=== Activity ===
Beginning with the top line of the listing below, give again every line up to and including the line with "height:4px; margin:-2px; padding:0"; pictures do not belong in the copy.

------ Records provided ------

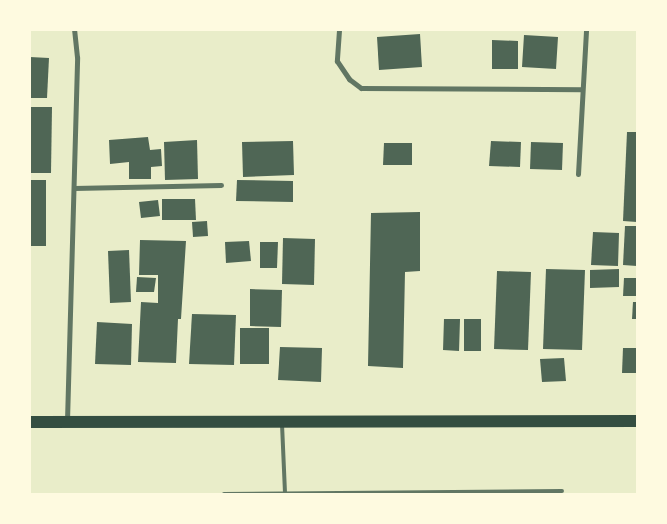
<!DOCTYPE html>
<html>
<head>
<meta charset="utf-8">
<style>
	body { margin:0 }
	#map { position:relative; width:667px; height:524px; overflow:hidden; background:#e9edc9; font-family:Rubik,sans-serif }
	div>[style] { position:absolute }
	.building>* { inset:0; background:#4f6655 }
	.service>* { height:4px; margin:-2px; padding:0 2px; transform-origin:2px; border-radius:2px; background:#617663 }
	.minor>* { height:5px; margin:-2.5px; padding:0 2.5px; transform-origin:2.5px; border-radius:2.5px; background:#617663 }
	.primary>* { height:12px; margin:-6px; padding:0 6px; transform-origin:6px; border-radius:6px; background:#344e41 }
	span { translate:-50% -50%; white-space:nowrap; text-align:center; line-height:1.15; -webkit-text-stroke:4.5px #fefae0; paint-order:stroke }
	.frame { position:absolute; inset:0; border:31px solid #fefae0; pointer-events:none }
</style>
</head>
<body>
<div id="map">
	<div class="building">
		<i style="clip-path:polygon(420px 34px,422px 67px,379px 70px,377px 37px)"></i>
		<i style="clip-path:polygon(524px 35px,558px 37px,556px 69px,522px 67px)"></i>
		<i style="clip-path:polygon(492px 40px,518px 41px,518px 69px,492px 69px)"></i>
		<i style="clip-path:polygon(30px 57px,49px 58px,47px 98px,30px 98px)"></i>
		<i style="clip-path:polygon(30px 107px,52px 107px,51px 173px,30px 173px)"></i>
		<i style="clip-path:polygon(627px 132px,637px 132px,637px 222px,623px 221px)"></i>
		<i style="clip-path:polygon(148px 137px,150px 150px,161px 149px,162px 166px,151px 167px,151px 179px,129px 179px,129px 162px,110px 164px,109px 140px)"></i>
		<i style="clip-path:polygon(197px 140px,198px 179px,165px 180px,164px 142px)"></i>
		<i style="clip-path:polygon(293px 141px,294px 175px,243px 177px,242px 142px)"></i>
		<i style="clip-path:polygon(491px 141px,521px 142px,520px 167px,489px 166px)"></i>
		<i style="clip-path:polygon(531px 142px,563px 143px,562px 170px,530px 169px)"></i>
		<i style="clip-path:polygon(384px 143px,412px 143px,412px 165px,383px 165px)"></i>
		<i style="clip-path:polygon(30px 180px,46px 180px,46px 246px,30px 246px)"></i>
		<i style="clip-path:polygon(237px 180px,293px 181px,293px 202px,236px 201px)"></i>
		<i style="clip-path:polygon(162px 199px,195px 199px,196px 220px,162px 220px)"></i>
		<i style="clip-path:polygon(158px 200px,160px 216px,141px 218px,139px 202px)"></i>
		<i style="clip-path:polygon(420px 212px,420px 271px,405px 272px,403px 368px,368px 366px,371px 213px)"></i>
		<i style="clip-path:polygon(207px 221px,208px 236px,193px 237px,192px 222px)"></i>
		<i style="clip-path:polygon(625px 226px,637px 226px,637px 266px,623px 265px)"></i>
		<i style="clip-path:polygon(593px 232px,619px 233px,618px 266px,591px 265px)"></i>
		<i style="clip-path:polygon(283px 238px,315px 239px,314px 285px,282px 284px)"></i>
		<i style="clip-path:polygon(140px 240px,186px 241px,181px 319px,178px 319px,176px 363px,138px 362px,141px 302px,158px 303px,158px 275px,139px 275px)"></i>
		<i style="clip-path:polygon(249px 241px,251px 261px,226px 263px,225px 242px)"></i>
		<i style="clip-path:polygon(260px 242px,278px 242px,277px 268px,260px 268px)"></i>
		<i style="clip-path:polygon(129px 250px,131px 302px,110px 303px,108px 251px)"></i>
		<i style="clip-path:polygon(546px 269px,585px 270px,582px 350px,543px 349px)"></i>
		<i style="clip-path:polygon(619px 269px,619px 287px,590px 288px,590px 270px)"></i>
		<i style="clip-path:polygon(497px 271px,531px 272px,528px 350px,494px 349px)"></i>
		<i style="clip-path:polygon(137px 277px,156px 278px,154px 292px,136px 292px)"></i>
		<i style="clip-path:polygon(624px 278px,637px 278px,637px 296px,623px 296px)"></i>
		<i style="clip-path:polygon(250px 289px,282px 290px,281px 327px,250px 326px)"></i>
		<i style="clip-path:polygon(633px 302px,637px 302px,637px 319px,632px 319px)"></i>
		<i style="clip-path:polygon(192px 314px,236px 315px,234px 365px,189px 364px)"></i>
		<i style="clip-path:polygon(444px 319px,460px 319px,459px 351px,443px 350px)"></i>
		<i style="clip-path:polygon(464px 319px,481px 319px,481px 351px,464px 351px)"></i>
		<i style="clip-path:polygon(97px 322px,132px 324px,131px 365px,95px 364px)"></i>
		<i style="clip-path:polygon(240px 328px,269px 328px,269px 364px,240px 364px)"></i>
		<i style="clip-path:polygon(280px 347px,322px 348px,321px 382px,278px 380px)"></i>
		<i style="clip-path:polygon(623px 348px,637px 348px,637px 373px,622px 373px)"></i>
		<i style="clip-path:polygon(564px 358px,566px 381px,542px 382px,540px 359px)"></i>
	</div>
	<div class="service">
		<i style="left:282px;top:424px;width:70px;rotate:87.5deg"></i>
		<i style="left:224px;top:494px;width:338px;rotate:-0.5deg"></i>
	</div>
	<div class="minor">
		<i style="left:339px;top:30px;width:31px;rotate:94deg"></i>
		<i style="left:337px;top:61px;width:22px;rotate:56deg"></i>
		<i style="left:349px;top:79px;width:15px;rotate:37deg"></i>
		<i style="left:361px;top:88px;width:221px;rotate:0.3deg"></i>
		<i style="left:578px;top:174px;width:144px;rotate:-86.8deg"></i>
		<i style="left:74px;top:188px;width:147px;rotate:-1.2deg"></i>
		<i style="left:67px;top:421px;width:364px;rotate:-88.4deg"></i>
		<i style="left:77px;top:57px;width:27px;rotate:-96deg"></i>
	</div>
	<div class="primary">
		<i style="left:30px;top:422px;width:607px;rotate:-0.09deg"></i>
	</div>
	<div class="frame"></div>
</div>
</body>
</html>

------

=== Exercise response ===
<!DOCTYPE html>
<html>
<head>
<meta charset="utf-8">
<style>
	body { margin:0 }
	#map { position:relative; width:667px; height:524px; overflow:hidden; background:#e9edc9; font-family:Rubik,sans-serif }
	div>[style] { position:absolute }
	.building>* { inset:0; background:#4f6655 }
	.service>* { height:4px; margin:-2px; padding:0 2px; transform-origin:2px; border-radius:2px; background:#617663 }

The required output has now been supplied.